Creates a new collection within the specified datastore. The datastore within which the collection is to be created is specified by the {ds} parameter. The collection name is specified by the {collection} parameter. The {storage-type} parameter allows for specifying the storage type for the collection. The storage type can be one off in-memory, on-disk and in-memory-non-durable or in-memory-nd.

The created collection does not do any data replication in a cluster environment. This means that any data stored in the collection, will have a single copy saved on a single node. This will result in the cluster coming to a halt if any of the nodes in the cluster fails. To ensure high availability, it is recommended that when using BlobCity in a clustered environment you enable replication, as explained below.

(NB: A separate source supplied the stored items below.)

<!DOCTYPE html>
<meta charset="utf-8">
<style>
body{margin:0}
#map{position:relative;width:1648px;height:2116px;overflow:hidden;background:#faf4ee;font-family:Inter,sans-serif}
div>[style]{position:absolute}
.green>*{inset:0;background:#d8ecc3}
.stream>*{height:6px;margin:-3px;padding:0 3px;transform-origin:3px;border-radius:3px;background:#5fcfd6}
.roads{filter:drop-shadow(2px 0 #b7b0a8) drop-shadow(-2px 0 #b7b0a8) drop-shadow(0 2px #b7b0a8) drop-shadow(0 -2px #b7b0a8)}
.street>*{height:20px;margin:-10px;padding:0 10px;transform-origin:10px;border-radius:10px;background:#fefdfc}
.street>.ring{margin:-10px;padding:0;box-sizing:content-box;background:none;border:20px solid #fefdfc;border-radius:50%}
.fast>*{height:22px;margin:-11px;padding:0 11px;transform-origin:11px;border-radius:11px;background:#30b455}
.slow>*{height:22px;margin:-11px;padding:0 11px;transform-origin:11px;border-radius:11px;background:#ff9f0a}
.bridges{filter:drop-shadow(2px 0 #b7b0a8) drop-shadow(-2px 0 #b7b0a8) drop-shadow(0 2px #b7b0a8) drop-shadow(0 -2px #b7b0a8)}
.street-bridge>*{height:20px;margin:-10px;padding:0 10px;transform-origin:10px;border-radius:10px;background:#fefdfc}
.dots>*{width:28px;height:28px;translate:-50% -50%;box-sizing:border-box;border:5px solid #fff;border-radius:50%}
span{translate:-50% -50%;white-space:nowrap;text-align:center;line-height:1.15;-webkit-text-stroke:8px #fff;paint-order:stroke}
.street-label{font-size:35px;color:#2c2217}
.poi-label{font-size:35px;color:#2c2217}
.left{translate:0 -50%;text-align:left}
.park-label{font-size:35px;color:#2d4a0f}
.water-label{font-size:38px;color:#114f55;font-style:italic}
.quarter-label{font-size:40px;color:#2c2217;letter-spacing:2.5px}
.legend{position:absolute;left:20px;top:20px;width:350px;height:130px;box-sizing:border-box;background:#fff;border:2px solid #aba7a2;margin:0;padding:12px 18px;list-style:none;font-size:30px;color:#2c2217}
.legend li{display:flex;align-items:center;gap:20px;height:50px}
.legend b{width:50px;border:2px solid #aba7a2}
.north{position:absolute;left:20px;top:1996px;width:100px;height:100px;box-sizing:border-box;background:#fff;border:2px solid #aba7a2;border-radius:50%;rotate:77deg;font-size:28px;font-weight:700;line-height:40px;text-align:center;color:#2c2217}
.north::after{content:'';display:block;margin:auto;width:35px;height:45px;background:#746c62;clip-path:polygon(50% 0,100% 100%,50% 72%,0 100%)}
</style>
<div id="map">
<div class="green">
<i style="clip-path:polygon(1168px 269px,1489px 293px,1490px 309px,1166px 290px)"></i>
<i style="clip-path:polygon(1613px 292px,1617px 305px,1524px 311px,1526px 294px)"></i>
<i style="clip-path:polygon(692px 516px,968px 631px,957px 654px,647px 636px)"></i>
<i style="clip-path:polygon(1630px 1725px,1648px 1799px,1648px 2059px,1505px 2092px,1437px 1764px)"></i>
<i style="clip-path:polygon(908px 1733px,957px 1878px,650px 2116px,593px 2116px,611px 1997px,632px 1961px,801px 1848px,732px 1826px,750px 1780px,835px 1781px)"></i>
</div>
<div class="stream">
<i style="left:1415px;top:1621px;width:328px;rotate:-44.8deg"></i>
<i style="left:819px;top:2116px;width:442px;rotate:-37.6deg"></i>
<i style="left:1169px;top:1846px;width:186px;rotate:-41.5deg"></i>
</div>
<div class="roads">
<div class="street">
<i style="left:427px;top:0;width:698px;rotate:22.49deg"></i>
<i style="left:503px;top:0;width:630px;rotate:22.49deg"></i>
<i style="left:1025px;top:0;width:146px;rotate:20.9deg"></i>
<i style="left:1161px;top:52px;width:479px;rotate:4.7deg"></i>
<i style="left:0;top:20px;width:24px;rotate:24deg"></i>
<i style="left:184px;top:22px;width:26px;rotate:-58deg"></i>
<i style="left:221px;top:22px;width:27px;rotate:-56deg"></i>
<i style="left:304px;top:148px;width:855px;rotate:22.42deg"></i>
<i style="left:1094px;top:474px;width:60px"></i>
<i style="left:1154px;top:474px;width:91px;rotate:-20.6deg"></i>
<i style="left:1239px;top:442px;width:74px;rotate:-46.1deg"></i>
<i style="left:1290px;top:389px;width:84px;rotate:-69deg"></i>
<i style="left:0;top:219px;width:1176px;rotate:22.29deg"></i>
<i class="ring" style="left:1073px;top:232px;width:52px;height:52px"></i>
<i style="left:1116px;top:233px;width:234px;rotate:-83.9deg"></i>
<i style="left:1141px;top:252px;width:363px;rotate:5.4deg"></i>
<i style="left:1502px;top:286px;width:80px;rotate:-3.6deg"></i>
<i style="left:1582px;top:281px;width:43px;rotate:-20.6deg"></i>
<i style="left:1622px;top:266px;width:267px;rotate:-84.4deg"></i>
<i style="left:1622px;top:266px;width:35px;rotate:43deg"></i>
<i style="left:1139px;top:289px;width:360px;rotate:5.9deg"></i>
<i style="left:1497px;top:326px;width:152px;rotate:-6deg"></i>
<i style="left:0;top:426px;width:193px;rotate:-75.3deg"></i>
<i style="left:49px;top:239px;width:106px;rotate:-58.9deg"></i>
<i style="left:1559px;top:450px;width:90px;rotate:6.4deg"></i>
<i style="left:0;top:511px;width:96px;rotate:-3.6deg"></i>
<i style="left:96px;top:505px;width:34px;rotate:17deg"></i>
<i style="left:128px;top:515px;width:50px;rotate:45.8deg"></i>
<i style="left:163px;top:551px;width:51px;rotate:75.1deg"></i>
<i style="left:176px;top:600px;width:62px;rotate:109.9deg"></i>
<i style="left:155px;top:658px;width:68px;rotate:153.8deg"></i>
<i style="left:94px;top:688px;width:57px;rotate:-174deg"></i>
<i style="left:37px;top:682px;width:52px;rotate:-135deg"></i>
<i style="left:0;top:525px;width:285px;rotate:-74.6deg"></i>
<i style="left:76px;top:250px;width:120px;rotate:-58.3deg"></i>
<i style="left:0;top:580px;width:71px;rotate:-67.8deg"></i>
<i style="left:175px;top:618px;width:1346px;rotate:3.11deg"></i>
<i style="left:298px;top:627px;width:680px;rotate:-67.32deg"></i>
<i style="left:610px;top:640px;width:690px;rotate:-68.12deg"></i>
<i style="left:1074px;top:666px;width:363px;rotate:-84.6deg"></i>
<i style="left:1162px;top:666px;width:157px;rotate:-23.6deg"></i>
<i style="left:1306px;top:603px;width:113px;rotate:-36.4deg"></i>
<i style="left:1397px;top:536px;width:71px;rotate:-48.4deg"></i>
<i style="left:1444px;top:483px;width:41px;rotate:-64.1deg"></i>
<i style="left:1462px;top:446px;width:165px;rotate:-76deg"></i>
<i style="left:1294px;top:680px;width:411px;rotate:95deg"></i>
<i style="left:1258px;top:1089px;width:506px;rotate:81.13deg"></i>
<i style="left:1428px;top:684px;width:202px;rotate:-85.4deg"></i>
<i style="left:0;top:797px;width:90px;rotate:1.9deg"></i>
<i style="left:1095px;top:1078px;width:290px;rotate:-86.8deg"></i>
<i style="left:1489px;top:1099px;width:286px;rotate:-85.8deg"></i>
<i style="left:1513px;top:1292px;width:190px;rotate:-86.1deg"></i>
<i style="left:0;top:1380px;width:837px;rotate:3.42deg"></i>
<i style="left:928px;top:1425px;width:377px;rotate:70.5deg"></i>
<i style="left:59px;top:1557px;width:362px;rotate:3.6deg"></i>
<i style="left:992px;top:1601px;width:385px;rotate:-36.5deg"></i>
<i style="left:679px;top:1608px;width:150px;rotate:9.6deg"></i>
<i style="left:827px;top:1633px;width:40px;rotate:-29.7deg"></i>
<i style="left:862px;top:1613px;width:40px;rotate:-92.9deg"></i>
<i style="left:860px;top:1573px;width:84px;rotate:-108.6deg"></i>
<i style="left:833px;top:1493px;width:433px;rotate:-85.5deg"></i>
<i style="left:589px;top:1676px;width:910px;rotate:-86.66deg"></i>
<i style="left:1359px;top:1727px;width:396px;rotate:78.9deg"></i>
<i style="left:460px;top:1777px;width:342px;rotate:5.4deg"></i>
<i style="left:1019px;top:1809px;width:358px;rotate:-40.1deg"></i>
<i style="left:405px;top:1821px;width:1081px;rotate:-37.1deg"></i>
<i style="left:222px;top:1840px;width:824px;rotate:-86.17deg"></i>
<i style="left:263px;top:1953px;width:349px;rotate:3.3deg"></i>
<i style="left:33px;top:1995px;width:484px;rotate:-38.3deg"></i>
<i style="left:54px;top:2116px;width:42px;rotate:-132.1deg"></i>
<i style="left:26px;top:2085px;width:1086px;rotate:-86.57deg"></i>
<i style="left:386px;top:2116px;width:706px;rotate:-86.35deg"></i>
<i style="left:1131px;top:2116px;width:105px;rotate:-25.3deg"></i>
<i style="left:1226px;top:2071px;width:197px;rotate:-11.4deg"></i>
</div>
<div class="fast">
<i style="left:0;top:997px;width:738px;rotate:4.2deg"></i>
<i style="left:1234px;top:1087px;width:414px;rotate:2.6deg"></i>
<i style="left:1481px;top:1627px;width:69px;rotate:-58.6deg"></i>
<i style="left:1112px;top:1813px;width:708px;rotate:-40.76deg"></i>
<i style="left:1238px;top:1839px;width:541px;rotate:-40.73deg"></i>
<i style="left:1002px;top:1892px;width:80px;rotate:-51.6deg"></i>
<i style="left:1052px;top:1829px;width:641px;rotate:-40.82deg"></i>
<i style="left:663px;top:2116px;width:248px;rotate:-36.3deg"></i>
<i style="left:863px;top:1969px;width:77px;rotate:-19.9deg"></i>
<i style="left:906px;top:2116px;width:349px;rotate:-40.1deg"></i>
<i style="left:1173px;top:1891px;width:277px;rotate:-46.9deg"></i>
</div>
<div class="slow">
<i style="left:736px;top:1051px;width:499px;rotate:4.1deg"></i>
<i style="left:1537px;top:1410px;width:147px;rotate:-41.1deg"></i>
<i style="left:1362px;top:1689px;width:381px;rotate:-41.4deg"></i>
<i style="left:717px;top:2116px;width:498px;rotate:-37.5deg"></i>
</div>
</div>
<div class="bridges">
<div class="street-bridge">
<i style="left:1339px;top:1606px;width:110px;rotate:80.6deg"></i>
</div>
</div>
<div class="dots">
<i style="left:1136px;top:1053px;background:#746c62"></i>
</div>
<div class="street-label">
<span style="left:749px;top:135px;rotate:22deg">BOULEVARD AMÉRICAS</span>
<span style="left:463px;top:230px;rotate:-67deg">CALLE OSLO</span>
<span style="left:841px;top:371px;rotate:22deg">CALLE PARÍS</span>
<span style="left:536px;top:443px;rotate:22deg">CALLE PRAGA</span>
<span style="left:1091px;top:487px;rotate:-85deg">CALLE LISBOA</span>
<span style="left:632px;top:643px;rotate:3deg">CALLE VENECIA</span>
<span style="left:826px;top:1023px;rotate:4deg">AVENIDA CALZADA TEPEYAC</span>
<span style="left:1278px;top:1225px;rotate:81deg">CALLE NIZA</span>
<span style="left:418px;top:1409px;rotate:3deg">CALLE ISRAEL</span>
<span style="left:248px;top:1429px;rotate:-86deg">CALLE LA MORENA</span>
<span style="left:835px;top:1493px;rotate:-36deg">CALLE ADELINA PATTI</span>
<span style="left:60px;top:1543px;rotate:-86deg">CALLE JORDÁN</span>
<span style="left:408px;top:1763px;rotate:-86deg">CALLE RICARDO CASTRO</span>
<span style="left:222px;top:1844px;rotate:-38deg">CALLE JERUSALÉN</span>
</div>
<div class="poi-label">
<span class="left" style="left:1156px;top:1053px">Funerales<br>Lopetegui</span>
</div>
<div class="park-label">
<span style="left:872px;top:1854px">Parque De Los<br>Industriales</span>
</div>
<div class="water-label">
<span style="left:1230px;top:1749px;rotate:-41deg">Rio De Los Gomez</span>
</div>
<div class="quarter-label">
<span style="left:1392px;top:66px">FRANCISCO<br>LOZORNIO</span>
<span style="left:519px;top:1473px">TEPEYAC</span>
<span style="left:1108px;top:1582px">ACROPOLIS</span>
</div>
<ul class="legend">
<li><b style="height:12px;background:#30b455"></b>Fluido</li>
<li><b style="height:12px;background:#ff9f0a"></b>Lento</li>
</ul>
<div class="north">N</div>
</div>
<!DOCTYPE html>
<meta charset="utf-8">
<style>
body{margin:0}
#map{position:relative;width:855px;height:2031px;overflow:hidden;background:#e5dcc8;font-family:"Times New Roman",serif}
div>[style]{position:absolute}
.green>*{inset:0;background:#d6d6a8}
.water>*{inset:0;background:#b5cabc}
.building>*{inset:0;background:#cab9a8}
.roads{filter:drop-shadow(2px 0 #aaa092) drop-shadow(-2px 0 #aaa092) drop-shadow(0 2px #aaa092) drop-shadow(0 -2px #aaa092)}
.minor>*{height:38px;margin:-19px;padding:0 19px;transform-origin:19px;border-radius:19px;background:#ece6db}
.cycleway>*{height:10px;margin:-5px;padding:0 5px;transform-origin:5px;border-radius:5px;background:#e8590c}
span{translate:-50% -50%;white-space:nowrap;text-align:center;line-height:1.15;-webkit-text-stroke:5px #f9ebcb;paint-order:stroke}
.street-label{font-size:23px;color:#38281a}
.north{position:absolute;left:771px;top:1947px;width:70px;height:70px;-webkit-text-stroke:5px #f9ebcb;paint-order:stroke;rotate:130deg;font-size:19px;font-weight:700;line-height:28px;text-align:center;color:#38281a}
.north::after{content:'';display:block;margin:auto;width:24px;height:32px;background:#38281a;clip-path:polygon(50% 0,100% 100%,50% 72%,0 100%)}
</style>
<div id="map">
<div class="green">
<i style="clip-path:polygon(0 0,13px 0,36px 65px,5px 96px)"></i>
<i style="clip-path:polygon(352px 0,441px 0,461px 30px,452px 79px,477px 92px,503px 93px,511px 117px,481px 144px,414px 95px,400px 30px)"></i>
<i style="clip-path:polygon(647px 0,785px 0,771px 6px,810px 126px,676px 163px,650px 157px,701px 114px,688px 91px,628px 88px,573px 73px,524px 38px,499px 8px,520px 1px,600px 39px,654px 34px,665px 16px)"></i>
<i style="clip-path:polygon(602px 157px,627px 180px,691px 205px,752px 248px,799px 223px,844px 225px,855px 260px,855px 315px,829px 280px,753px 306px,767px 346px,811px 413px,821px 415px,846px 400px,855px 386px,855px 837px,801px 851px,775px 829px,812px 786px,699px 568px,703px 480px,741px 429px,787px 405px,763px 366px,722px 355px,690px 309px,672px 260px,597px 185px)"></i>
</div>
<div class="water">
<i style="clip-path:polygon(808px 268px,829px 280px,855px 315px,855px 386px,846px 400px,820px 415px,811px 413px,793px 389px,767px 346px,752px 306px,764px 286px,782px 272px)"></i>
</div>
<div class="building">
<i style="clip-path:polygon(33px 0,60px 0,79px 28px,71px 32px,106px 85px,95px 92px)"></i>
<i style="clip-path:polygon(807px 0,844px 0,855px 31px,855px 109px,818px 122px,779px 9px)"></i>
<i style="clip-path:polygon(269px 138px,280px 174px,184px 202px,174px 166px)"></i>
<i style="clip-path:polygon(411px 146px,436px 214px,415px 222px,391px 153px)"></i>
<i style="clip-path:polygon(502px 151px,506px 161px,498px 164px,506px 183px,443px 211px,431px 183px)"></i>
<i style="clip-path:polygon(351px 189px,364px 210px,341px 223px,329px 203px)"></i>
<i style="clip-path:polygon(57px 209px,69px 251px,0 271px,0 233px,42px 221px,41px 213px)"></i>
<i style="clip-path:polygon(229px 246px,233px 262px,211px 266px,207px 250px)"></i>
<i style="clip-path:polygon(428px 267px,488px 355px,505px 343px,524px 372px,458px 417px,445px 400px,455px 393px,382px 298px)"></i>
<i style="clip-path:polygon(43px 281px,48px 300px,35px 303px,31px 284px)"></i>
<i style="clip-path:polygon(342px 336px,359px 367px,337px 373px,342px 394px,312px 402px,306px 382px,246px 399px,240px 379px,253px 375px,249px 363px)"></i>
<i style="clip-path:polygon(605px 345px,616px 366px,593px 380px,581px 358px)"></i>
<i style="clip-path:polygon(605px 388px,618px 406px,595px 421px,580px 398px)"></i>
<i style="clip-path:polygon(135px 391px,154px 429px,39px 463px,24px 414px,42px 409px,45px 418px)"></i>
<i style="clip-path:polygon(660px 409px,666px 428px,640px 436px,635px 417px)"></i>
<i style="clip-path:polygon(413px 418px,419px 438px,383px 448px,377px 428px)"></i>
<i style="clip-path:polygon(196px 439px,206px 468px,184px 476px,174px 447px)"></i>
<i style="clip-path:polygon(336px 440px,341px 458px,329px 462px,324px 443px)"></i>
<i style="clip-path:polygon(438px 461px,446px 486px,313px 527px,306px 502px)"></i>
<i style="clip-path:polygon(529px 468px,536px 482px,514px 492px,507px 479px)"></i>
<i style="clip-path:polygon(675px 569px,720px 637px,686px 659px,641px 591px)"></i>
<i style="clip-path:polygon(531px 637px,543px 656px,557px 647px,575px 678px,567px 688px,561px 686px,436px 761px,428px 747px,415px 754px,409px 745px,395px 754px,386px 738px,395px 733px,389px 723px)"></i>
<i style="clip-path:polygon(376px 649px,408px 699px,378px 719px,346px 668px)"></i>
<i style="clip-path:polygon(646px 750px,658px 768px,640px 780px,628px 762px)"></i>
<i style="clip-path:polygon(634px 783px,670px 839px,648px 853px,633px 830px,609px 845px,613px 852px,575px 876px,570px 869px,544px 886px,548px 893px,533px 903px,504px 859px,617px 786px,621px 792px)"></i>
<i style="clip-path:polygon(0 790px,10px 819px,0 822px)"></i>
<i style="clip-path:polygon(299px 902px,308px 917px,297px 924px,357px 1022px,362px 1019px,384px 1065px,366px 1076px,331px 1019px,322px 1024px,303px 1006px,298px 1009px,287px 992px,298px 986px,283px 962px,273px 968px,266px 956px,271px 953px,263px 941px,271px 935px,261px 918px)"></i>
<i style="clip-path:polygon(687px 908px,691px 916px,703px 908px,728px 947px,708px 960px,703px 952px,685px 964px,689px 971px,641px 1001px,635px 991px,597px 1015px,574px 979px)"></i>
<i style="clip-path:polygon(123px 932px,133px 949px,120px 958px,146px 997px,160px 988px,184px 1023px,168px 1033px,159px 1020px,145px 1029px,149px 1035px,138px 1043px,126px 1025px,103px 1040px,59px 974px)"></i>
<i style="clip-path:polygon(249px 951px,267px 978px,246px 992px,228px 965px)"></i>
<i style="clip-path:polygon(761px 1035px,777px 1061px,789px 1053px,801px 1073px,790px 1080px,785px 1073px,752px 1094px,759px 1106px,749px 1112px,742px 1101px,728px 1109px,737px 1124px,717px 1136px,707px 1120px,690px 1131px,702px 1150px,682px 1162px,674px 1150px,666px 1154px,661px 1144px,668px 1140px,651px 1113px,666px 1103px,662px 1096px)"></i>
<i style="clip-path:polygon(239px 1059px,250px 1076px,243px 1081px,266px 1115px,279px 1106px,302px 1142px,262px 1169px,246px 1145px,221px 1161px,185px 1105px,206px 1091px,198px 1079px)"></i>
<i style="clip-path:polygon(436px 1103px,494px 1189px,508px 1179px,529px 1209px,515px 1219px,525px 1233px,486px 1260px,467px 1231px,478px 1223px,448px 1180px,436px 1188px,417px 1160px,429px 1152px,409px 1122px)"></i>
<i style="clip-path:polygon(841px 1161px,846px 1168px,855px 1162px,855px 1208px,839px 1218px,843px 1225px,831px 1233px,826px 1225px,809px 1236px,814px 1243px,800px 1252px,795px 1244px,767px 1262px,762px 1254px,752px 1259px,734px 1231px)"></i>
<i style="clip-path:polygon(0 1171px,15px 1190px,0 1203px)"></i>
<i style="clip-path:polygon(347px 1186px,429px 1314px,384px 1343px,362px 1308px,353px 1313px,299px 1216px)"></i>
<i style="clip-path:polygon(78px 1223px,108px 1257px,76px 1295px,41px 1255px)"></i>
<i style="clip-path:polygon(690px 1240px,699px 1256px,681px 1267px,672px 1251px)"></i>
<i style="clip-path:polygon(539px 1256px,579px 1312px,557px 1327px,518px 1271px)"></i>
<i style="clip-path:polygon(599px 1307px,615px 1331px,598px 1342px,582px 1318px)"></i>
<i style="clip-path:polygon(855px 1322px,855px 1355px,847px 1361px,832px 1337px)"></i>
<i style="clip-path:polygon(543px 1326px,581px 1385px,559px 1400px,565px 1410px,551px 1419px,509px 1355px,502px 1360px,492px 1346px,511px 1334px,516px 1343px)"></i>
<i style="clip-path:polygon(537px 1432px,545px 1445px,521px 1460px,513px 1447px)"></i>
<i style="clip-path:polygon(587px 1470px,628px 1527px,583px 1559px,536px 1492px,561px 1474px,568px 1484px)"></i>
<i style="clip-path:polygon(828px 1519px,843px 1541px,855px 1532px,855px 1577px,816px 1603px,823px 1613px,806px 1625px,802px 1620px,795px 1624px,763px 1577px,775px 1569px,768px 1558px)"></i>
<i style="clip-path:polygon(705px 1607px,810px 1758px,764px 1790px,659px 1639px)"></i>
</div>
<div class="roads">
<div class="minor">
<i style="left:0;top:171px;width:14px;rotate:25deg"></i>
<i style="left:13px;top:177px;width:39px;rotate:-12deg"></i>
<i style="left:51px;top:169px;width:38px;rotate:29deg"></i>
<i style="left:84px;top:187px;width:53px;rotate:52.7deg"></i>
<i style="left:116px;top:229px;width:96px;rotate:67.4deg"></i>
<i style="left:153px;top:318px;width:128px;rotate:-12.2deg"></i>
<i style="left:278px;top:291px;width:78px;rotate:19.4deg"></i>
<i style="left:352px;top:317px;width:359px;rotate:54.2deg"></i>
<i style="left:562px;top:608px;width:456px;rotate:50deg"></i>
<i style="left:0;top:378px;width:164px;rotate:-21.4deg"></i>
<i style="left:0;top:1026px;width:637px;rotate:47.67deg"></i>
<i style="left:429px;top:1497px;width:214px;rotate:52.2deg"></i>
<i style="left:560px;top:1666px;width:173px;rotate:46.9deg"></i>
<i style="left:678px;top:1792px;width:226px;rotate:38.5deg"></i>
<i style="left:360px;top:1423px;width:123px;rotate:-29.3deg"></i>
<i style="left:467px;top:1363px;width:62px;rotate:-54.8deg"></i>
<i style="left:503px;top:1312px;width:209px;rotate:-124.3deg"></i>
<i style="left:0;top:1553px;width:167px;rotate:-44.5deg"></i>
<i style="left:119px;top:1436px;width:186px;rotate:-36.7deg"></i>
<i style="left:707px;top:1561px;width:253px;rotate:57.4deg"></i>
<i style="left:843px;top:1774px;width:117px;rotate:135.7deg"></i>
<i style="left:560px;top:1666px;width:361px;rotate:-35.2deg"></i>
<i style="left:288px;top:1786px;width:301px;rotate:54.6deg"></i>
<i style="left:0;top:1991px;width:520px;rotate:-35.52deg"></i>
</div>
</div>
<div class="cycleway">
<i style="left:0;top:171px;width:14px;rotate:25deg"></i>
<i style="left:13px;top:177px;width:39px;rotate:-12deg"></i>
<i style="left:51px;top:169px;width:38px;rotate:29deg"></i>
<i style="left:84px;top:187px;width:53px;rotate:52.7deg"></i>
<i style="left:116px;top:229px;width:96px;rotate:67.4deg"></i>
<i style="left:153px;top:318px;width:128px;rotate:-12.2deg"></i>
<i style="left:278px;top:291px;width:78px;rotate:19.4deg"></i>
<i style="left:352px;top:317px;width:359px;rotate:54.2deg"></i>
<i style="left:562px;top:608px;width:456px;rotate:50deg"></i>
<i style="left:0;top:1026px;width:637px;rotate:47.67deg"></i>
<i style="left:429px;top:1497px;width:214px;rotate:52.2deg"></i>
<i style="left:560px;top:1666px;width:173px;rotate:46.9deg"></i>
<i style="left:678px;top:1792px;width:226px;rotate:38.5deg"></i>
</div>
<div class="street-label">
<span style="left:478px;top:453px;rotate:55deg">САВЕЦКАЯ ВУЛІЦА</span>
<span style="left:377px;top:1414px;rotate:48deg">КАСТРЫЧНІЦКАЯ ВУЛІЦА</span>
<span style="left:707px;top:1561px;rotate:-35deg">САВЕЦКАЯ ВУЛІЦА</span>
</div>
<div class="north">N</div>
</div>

Creating a collection with data replication

blobcity>create-collection {ds}.{collection} {storage-type} distributed {replication-factor}

This creates a collection where the data is distributed. The replication factor determines the number of copies of data that you want to store. The {replication-factor} needs to be an integer number greater than or equal to zero. There is virtually no limited to the number of replicas you can set, but for all practical reasons, more than 4 should never be required.

A replication-factor of 1 would indicate that one replica copy is stored. So this means that any data that is inserted into the cluster, the cluster will maintain two copies of the data. One the primary copy and another replica copy. Similarly a replication-factor of 2 would mean that one primary and two replica copies would be saved, so a total of 3 copies of each record would be saved in the cluster.

The replication-factor configuration is specific to the collection, and does not apply to every collection. The high availability possible with the cluster will be determined by the collection that maintains the least number of replication copies.

Creating a fully mirrored collection

blobcity>create-collection {ds}.{collection} {storage-type} mirrored

The query request creates a table with replication type of mirrored. Each record interred into the cluster will be saved on all nodes on the cluster. Note that there is no replication-factor parameter for a mirrored type collection, as all data in the collection is always replicated across all nodes in the cluster. The replication is consistent with new nodes that are added to a cluster on a mirrored collection with existing data.

Such collections are useful for making joins distributable. The smaller on the two tables on which you are running a join is recommended to be configured with a replication type of mirrored instead of distributed. This allows the join between the two tables to execute in a fully distributed manner, thereby allowing you to take advantage of the complete compute capabilities of the cluster for running join queries.